NameTypeDescriptionDefault
local_save_locationstrIf provided, points to the location where predictions will be stored in CSV/TSV format.required
limit_test_batchesOptional[Union[int, float]]How much of the test dataset to check (float = fraction, int = num_batches).None
devicesUnion[List[int], str, int, None]The devices to use. Can be set to a positive number (int or str), a sequence of device indices(list or str), the value -1 to indicate all available devices should be used, or auto for automatic selection based on the chosen accelerator.field(default_factory=lambda : [0])
acceleratorstrThe accelerator to use, as in PyTorch Lightning trainer.'gpu'
precisionLiteral[64, 32, 16, '64', '32', '16', 'bf16', '16-true', '16-mixed', 'bf16-true', 'bf16-mixed', '32-true', '64-true']Double precision, full precision, 16bit mixed precision or bfloat16 mixed precision.DEFAULT_PRECISION
metricsDict[str, Metric]Metrics to use in validation. If not provided, default validation metrics function for a task will be used.None
callbacksList[Callback]List of additional callbacks to add to validation/testing.field(default_factory=list)
top_kintOnly for recommendation task.
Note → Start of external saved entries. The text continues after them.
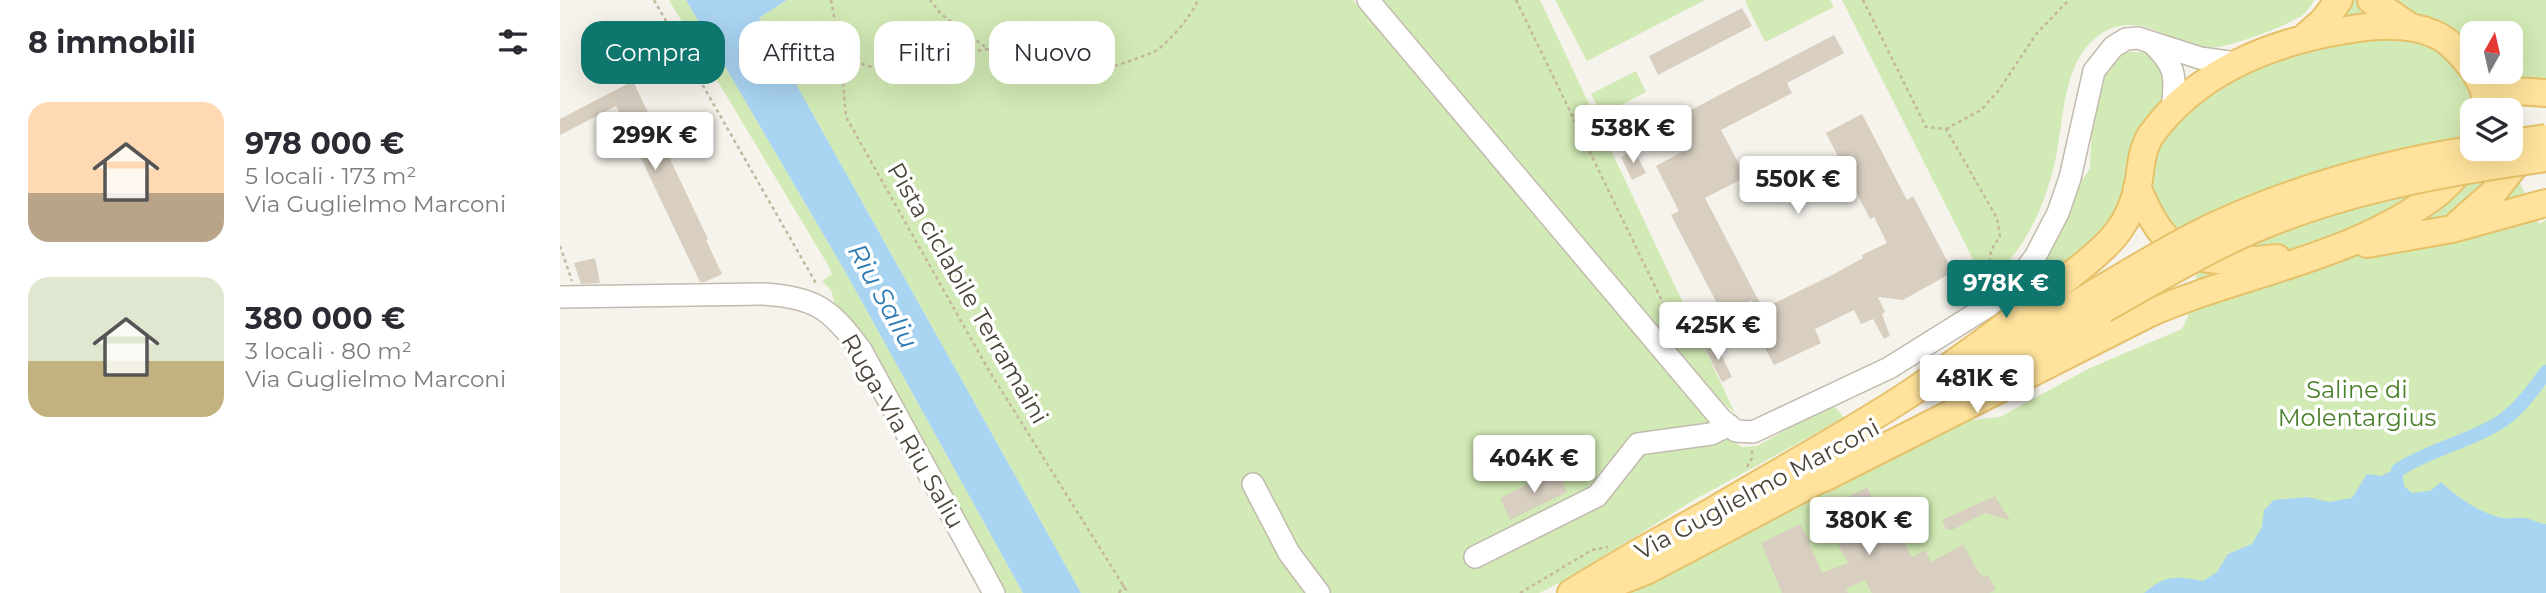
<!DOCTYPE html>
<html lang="it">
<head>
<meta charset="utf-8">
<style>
  :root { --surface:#fff; --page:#f7f7f7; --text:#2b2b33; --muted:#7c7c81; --accent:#0f766e }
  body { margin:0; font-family:Montserrat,sans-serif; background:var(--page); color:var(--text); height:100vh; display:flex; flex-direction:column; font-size:26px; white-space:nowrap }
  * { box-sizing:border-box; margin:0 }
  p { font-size:23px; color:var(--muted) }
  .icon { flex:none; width:38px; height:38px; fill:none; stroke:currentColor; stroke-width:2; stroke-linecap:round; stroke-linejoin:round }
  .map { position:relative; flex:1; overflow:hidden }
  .side { display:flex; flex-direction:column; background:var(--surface); width:560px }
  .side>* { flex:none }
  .hud { position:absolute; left:21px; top:21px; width:665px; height:63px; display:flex; gap:14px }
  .needle { width:46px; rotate:8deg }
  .controls { position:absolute; left:1900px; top:21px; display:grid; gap:14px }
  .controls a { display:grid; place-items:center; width:63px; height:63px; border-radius:14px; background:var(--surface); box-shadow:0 7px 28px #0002; font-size:35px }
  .price { position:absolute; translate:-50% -60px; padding:0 16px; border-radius:7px; background:#fff; color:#222; font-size:23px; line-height:46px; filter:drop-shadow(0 2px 4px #0008) }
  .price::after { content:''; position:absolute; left:50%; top:42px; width:21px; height:16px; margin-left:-10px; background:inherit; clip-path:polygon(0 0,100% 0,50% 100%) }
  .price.selected { background:var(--accent); color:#fff }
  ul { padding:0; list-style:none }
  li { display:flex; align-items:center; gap:21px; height:175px; padding:0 28px }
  li span { display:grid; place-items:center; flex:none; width:196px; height:140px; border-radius:21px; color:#555 }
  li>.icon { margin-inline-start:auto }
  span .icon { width:84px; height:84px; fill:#fffc; stroke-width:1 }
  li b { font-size:30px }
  h2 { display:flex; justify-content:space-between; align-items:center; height:84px; padding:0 28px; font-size:30px }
  .tag { padding:0 24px; border-radius:21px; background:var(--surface); box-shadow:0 7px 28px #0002; font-size:24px; line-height:63px }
  .tag.selected { background:var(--accent); color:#fff }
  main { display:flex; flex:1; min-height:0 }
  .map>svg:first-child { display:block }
  .green { fill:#d2eab5 }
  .water { fill:#a9d4f2 }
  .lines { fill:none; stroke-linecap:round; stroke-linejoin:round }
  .canal { stroke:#a9d4f2; stroke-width:14 }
  .building { fill:#d8cfc1 }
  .minor-casing { stroke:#c2bbae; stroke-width:24 }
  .major-casing { stroke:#e6c16a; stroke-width:30 }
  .path { stroke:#c4b79f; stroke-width:2.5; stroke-dasharray:3.5 3.5; stroke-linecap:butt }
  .minor { stroke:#fff; stroke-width:21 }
  .major { stroke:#ffe39c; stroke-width:26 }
  .major-bridge-casing { stroke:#e6c16a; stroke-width:30; stroke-linecap:butt }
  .major-bridge { stroke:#ffe39c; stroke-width:26 }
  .labels { text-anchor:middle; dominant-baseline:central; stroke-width:7; stroke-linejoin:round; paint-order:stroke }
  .street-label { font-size:24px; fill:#4b4439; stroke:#fff }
  .park-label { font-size:24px; fill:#4a7f2a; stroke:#fff }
  .water-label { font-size:26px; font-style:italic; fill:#2e7ab2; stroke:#fff }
</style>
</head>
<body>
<main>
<section class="side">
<h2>8 immobili<svg class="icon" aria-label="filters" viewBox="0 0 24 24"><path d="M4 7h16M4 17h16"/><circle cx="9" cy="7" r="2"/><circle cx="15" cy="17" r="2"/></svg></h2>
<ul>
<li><span style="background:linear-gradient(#ffd9b3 65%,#b9a48a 0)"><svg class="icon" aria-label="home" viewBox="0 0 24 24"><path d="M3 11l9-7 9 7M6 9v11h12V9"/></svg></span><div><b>978 000 €</b><p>5 locali · 173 m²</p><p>Via Guglielmo Marconi</p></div></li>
<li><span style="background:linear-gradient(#dfe7d0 60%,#c2b280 0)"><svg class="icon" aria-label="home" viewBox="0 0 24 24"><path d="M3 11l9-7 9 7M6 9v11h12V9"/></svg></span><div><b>380 000 €</b><p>3 locali · 80 m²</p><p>Via Guglielmo Marconi</p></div></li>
</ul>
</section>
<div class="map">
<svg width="1986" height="593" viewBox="0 0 1986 593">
  <rect width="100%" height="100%" fill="#f6f3ec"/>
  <path class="green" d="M109,0H126L286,273L463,593H442L276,307L271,290L262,281L272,274L268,265Z
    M227,0H793L864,80L1164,435L1182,447L1197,446L1273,404L1284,418L1134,500L1005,580L979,593H521L199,18Z
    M821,0H980L1175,413L1164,404Z
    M995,0H1145L1027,61Z
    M1188,0H1270L1274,7L1205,42L1185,1Z
    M1282,0H1754C1752,4 1749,9 1745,13C1731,25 1663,50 1646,48C1611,43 1580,11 1544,32C1500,58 1505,123 1494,167C1482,212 1463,255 1425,283Z
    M1788,0H1798L1810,16L1777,19Z
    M1831,0H1986V81L1957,79L1942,72H1951V33H1913V46C1888,21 1854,20 1831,0Z
    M1804,38L1860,39L1880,48L1911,83L1916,110H1913C1913,134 1904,142 1890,161L1955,172L1979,224L1986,220V593H1061L1395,422L1440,417L1530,368L1622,329C1636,303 1636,273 1639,244C1632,240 1621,237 1615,232C1603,221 1596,204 1592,190C1578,134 1665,76 1710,60C1740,50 1773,45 1804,38Z
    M1581,52L1593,55L1600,62L1608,89L1557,222L1460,301C1476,273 1494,248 1507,219C1515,203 1518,182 1530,169C1532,138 1531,68 1565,53C1569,51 1576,52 1581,52Z
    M1076,71L1086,92L1042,115L1031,94Z"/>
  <path class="water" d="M126,0H227L199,18L521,593H463L286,273Z
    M1833,470H1842L1844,486L1852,493L1870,491L1881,482C1897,497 1921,514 1943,518C1950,519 1958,517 1965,518C1973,519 1978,524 1986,524V593H1584C1606,575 1615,576 1643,581L1657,572L1668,554L1692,544L1702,527L1704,510L1714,500L1747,497L1769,502L1792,498L1807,474L1821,476Z"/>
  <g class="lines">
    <path class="canal" d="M1838,470C1870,449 1910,442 1942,421C1960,408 1973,390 1986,372"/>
  </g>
  <path class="building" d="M1182,8L1192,26L1098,75L1089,56Z
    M1274,35L1284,53L1227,83L1232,93L1161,130L1186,177L1145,198L1203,309L1274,274L1303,258L1302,255L1327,243L1314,217L1310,219L1266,133L1302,114L1347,200L1353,196L1393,272L1343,300L1318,297L1325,312L1322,314L1330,336L1324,339L1313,319L1301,324L1294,310L1255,329L1261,343L1214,365L1190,319L1192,300L1163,315L1111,215L1119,211L1096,166L1122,152L1106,123Z
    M73,81L148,239L146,240L162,274L145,282H140L56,106L0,135V119Z
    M1074,150L1086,173L1072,180L1061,157Z
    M1215,161L1221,172L1202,182L1196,171Z
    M35,258L40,283L21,284L14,263Z
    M1155,342L1172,377L1162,382L1144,347Z
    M997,470L1007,492L950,520L940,498Z
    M1307,487L1322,517L1338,508L1346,524L1337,529L1352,557L1365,550L1371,562L1403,545L1420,575L1422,574L1423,578L1428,575L1436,590L1429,593H1312L1305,580L1286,589L1288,593H1222L1201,543L1240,524L1250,542L1249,543L1262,573L1288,563L1261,512Z
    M1435,496L1450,520L1425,513L1392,530L1386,529L1382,520Z"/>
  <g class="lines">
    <g class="minor-casing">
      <path id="minor" d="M808,0L1161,419L1176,431L1193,432L1329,368L1430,305L1457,281L1475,257L1498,213L1510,178L1534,71L1553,47L1566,39L1578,38L1640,58L1676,63
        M1592,43C1617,67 1616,77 1612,110
        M0,297L203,294C255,297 271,309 301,350L434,593
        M693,484L729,553L759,593
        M915,557L1037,496L1078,444L1151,434L1169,425"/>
    </g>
    <g class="major-casing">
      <path id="major" d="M1811,0L1849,26
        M1745,37L1763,21L1779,0
        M1915,72L1955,91L1986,93
        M1915,72L1924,89L1926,110
        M1577,187C1587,210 1598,235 1620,250C1640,264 1694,261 1717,258
        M1899,223L1933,193L1968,149
        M1807,244L1892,229L1986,203
        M1456,363L1544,309
        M1412,369L1536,292
        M1264,478L1588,314C1682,272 1794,259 1878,193C1889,184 1898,173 1908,162
        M1161,506C1222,470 1284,436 1343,398C1406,357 1467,310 1526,263C1554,240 1570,222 1578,186C1581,169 1581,150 1591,135C1636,72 1711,42 1786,30C1814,25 1847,22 1874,34C1891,41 1902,56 1913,69
        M1045,587L1086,571L1279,469
        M1011,593L1081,551L1176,498"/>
    </g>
    <path class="path" d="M94,0L257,285
      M271,0L280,47L286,117L428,369L568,593
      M956,0L1124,346
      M1303,0L1366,127L1386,129L1437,218L1440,237C1428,252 1427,260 1434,277
      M280,47L291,60L317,69L428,49L381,14L370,0
      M428,49C444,57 494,77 510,77C521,78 588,56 597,50C611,40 632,15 638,0
      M1386,129L1421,110L1439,90L1477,33L1509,0
      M0,246L12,281
      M1187,467L1192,458V450
      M559,593L564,585
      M960,593L1032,550L1048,547"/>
    <use href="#minor" class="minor"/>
    <use href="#major" class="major"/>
    <g class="major-bridge-casing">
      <path id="major-bridge" d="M1951,143L1986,138
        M1536,292C1574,270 1612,246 1652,227C1736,188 1824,163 1916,149
        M1544,309C1585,286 1625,262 1666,242C1766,193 1877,173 1986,158"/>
    </g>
    <use href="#major-bridge" class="major-bridge"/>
  </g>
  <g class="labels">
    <g class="street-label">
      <text transform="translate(408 293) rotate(60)">Pista ciclabile Terramaini</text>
      <text transform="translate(343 431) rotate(60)">Ruga-Via Riu Saliu</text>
      <text transform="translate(1197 489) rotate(-28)">Via Guglielmo Marconi</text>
    </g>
    <g class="park-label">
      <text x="1797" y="389">Saline di<tspan x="1797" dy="28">Molentargius</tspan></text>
    </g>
    <g class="water-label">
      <text transform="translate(323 296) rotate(61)">Riu Saliu</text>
    </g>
  </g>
</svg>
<div class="controls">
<a><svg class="needle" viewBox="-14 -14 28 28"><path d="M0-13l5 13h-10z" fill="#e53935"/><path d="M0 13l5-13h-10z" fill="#7c7c81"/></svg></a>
<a><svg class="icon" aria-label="layers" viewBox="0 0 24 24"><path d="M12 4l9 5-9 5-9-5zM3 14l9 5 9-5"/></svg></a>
</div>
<b class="price" style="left:1073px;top:165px">538K €</b>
<b class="price" style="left:95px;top:172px">299K €</b>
<b class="price" style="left:1238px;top:216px">550K €</b>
<b class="price selected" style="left:1446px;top:320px">978K €</b>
<b class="price" style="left:1158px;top:362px">425K €</b>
<b class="price" style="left:1417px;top:415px">481K €</b>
<b class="price" style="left:974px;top:495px">404K €</b>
<b class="price" style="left:1309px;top:557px">380K €</b>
<div class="hud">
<a class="tag selected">Compra</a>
<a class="tag">Affitta</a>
<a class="tag">Filtri</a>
<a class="tag">Nuovo</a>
</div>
</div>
</main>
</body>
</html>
Number of targets to recommend. Top k targets will be included in predictions.12
targets_to_includeList[str]Only for recommendation task. Target names that will be included in predictions.None

and finally make predictions:

testing_module.predict(testing_params=testing_params)

📘

Did you know?

You can use subqueries to filter users that you run predictions on. For example to only calculate propensity for product A for users that never purchase this particular product and get the list of users with highest propensity to purchase it.

To make use of this functionality you need to use set_entities_ids_subqueryaccessible from load_from_checkpoint and load_from_foundation_model methods and provide a SQL query in the flavor corresponding to the database you are using.